The Centers for Disease Control and Prevention (CDC) administers the National Violent Death Reporting System (NVDRS). The CDC describes the program:

The National Violent Death Reporting System (NVDRS) provides states and communities with a clearer understanding of violent deaths to guide local decisions about efforts to prevent violence and track progress over time. NVDRS is the only state-based reporting system that pools data on violent deaths from multiple sources into a usable, anonymous database.

NVDRS largely defines violent deaths as homicides and suicides, but also includes those deaths that are recorded as “undetermined”, by the coroner or medical examiner. The extensive data abstraction process collects information covering all settings, age groups and circumstances of violent deaths. Specific data elements are likely to include “mental health problems; recent problems with a job, finances, or relationships; physical health problems; and information about circumstances of death. Such data is far more comprehensive than what is available elsewhere.” (CDC)

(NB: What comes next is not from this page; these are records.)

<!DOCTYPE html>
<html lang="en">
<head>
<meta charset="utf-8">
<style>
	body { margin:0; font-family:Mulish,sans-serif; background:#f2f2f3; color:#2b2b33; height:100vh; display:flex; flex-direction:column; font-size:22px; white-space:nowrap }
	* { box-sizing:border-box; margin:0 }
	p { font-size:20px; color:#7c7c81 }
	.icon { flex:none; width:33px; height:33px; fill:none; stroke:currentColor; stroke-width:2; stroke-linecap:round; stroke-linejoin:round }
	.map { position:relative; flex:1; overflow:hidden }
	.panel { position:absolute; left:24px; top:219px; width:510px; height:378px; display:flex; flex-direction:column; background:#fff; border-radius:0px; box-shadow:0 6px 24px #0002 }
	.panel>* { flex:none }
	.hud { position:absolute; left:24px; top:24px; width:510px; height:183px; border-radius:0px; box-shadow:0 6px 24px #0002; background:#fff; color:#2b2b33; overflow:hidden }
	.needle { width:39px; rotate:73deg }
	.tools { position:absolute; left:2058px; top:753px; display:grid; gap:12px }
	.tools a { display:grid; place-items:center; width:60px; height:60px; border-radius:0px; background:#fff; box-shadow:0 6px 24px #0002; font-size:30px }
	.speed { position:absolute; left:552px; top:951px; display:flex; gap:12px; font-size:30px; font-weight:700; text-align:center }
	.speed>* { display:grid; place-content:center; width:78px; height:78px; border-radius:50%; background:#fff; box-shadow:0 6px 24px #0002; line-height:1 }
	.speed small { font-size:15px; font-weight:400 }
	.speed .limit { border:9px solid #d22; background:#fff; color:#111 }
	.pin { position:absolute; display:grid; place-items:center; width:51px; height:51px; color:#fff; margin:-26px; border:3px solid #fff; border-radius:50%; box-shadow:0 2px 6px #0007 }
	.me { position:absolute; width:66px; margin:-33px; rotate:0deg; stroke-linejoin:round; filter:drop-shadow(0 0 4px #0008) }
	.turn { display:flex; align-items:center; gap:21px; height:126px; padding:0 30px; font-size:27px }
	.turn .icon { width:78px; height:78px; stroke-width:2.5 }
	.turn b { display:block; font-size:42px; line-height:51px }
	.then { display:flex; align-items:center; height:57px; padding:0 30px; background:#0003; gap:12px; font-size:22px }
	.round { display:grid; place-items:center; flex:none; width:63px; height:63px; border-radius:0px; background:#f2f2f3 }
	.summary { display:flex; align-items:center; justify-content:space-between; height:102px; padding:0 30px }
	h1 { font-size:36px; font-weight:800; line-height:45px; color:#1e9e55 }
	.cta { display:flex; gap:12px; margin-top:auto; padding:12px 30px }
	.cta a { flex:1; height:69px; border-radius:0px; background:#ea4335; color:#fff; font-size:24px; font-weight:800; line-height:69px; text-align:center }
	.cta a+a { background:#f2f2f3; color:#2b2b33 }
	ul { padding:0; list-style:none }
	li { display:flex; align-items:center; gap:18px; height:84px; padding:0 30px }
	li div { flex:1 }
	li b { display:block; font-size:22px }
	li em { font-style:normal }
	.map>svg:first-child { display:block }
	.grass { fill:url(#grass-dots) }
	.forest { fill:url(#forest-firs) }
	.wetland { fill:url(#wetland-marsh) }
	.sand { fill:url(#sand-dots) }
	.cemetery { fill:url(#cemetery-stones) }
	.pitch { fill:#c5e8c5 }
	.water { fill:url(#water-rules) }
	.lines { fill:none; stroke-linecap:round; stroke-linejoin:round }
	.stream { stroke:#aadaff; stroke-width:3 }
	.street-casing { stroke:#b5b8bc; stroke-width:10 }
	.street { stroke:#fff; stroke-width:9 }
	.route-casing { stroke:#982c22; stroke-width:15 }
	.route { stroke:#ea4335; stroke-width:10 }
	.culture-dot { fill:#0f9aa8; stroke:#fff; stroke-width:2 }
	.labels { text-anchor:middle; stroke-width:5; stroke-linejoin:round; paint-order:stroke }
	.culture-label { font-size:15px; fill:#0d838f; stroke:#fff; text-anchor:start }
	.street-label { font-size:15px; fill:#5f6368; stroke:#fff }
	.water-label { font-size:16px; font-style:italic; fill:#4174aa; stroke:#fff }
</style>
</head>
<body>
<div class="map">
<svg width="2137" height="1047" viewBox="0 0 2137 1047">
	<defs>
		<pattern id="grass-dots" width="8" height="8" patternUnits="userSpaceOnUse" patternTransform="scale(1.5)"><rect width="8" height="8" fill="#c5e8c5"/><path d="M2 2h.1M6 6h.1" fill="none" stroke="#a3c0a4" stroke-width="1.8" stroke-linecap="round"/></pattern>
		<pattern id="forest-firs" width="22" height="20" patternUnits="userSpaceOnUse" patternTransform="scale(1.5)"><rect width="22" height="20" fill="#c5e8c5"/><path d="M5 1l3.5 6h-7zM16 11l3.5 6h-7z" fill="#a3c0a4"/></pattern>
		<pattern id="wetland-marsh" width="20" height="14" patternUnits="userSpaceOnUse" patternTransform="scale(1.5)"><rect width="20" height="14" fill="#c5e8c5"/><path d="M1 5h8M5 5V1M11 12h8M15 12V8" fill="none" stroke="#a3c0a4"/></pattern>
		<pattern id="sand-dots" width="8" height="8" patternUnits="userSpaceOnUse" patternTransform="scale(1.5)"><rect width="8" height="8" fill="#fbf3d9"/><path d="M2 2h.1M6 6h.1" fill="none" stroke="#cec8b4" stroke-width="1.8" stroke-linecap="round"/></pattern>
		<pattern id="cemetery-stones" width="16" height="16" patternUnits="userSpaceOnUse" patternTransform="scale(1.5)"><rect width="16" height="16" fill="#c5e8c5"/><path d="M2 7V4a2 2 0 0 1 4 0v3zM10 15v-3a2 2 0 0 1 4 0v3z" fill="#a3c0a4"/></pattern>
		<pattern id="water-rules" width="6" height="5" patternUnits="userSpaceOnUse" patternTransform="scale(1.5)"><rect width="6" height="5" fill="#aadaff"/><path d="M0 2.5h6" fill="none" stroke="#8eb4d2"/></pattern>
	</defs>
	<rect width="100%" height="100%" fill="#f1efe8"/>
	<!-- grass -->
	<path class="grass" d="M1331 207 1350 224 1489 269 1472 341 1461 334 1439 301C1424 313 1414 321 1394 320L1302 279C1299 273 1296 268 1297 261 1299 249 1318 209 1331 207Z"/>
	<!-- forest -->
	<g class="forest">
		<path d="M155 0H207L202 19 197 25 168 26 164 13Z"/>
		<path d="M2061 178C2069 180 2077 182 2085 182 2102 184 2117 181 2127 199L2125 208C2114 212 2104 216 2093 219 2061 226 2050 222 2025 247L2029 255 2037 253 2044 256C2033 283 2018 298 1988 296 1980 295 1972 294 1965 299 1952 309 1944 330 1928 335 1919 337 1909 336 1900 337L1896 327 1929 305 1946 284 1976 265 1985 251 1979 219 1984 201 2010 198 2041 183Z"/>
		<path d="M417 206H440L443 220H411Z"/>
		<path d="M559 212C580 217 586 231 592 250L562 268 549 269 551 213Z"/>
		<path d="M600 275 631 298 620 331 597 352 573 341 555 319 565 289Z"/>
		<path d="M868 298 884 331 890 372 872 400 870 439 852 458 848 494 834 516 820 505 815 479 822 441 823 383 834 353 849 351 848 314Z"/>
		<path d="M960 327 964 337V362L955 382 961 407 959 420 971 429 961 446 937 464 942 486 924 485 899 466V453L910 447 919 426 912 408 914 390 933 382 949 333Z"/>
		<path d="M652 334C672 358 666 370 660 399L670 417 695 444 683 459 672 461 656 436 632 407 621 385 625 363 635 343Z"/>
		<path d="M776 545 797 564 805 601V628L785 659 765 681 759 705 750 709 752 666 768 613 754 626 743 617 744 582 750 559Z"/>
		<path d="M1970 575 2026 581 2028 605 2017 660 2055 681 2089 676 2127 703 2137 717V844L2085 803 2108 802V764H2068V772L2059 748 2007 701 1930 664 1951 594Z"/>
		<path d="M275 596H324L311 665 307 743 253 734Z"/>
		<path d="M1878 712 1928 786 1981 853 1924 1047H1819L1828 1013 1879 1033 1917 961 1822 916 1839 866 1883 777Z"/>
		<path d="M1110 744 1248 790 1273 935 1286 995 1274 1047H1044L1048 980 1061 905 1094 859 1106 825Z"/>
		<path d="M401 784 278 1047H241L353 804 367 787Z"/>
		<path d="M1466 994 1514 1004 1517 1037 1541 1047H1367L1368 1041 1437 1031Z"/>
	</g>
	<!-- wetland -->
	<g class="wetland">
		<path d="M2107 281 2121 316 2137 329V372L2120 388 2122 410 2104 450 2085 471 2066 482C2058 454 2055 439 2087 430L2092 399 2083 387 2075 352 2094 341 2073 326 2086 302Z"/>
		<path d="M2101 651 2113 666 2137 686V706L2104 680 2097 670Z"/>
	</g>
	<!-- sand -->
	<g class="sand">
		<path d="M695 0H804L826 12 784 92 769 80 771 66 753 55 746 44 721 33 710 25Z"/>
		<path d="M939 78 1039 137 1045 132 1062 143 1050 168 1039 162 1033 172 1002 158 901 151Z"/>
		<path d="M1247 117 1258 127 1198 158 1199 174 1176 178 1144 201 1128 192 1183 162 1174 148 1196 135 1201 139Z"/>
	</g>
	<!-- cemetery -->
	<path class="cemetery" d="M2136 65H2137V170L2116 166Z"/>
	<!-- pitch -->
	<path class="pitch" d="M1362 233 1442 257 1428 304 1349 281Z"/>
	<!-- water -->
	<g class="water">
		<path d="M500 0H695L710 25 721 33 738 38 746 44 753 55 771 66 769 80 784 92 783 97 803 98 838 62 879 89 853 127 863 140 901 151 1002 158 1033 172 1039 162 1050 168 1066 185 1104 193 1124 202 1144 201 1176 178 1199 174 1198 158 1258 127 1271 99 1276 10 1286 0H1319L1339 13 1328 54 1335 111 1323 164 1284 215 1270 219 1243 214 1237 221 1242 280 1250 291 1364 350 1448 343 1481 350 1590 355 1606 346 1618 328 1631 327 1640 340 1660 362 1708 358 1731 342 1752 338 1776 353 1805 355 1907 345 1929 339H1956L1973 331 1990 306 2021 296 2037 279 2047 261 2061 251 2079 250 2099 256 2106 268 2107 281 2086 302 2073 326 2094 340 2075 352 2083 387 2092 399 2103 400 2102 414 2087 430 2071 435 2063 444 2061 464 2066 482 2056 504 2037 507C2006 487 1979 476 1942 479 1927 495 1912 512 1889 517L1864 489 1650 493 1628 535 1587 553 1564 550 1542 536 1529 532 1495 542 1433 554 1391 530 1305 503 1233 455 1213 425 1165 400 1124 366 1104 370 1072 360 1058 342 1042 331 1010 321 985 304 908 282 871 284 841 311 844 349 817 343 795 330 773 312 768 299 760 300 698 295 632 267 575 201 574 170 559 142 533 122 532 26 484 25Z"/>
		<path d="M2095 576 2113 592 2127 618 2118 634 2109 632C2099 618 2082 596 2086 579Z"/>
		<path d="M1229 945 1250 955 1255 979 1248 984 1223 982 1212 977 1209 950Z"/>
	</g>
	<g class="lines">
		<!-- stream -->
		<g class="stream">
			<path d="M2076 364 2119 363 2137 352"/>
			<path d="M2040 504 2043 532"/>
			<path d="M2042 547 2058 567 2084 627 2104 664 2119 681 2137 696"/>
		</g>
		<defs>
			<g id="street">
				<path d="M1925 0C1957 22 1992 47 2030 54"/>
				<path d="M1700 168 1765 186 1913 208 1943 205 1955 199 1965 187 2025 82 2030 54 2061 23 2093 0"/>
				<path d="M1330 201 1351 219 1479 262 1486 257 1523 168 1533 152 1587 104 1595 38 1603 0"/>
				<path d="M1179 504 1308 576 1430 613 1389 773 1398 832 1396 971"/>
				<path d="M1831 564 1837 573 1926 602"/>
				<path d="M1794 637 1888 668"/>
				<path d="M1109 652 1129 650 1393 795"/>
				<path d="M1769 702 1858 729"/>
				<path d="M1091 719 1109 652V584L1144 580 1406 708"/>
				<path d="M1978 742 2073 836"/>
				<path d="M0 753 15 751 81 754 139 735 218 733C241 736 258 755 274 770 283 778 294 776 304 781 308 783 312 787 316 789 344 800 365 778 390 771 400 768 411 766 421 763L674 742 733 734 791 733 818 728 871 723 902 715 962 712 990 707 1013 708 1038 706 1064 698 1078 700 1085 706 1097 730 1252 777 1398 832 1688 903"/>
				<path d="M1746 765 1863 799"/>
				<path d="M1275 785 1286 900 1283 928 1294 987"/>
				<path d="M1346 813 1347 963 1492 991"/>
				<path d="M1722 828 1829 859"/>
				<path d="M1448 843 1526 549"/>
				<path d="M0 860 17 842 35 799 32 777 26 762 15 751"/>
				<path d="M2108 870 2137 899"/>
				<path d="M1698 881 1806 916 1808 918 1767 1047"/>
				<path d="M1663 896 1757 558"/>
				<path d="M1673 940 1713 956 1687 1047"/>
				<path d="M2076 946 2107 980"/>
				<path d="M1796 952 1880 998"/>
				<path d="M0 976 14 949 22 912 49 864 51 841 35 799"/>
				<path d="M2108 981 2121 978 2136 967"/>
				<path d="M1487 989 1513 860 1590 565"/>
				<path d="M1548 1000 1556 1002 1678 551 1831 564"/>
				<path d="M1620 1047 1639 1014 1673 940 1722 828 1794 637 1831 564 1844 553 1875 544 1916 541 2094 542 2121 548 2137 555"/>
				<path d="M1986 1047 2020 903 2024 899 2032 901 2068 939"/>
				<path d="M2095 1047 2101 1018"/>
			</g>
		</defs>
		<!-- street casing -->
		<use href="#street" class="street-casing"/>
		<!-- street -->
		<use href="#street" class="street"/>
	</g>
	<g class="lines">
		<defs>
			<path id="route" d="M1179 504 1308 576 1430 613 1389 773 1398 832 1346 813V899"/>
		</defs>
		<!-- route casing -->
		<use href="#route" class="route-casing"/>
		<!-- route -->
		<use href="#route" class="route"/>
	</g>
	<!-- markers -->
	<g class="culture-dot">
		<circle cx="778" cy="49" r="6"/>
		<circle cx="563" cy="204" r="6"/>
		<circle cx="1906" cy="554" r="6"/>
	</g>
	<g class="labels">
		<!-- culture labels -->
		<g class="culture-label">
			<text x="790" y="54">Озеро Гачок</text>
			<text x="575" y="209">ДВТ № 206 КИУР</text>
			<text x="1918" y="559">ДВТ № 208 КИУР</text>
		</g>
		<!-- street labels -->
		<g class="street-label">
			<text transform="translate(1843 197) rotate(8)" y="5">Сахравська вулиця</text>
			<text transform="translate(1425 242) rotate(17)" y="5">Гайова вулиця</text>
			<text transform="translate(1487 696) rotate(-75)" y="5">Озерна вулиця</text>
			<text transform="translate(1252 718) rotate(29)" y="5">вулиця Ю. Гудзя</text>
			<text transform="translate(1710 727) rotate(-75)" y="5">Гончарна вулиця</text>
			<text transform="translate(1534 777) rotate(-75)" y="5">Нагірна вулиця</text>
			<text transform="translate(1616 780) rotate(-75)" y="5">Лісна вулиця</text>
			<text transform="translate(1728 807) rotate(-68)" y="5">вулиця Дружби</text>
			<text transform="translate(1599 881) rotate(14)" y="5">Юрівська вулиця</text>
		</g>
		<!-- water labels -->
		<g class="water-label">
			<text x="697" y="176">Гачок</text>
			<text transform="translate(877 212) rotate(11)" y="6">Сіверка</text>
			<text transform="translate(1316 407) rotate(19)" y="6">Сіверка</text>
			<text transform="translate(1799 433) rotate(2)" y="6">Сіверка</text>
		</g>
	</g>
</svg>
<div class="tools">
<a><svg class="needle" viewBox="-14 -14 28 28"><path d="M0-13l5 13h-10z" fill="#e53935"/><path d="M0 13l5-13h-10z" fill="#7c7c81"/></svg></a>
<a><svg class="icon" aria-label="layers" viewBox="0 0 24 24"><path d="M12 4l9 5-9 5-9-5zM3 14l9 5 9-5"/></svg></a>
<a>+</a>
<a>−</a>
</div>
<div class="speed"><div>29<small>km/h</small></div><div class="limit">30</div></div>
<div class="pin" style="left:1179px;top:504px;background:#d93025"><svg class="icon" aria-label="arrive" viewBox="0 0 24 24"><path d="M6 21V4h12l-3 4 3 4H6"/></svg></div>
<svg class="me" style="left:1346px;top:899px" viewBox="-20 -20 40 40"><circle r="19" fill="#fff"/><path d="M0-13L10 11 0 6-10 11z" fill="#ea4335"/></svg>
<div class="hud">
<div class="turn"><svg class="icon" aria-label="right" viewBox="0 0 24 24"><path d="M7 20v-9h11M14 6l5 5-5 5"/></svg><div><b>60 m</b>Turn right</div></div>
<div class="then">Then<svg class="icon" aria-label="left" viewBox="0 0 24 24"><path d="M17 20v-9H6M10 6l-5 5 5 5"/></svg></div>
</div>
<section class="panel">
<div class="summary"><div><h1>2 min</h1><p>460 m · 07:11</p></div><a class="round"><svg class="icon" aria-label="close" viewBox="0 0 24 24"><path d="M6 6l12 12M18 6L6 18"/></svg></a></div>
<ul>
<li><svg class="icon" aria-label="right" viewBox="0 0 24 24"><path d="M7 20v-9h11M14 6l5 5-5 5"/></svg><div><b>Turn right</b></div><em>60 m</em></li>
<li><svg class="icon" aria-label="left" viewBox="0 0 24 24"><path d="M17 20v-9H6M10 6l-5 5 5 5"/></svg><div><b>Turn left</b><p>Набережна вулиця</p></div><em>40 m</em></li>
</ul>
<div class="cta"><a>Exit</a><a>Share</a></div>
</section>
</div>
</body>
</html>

The NVDRS operates by gathering and collating information on violent deaths from three primary sources of data:

  1. State health department official death certificate data;
  2. Medical Examiner (or coroner) reports conducting the autopsy; and
  3. Law enforcement investigation reports from the responsible jurisdiction.

Currently, all 50 states, the District of Columbia, and Puerto Rico participate in NVDRS. The Center for Violence Prevention and Community Safety (CVPCS) is the lead organization coordinating the AZ-VDRS on behalf of Arizona. To learn more about the NVDRS visit: http://www.cdc.gov/violenceprevention/nvdrs/.

Linking Data to Save Lives

Linking information about the "who, when, where and how" from data on violent deaths provides insights about "why" they occurred. Frontline investigators, including homicide detectives, coroners, crime lab investigators and medical examiners, collect valuable information about violent deaths. But these data are often not combined in a systematic manner to provide a complete picture.

NVDRS collects facts from four major sources about the same incident, and pools information into a usable, anonymous database. An incident can include one victim or multiple victims. The four major data sources are:

  • Death certificates;
  • Coroner/medical examiner reports;
  • Law enforcement reports; and
  • Crime laboratories.

The facts that are collected about violent deaths include:

  • Circumstances related to suicide such as depression and major life stresses like relationship or financial problems;
  • The relationship between the perpetrator and the victim – for example, if they know each other;
  • Other crimes, such as robbery, committed along with homicide;
  • Multiple homicides, or homicide followed by suicide.

As data become available through the NVDRS online database, state and local violence prevention practitioners use it to guide prevention programs, policies, and practices by:

  • Identifying common circumstances associated with violent deaths of a specific type (e.g., committed during a crime such as robbery, gang violence, or intimate partner violence) or a specific area (e.g., a cluster of suicides);
  • Assisting groups in selecting and targeting violence prevention efforts;
  • Supporting evaluations of violence prevention activities; and
  • Improving the public’s access to in-depth information on violent deaths.

The Center coordinates and conducts all data collection and abstraction, analyses, and dissemination of findings for Arizona. CVPCS works with local agencies across the 15 counties in the state to collect data on violent death incidents and establish a data sharing network. Additionally, the Center provides technical assistance and custom analyses, when possible, for participating agencies, organizations and other partners.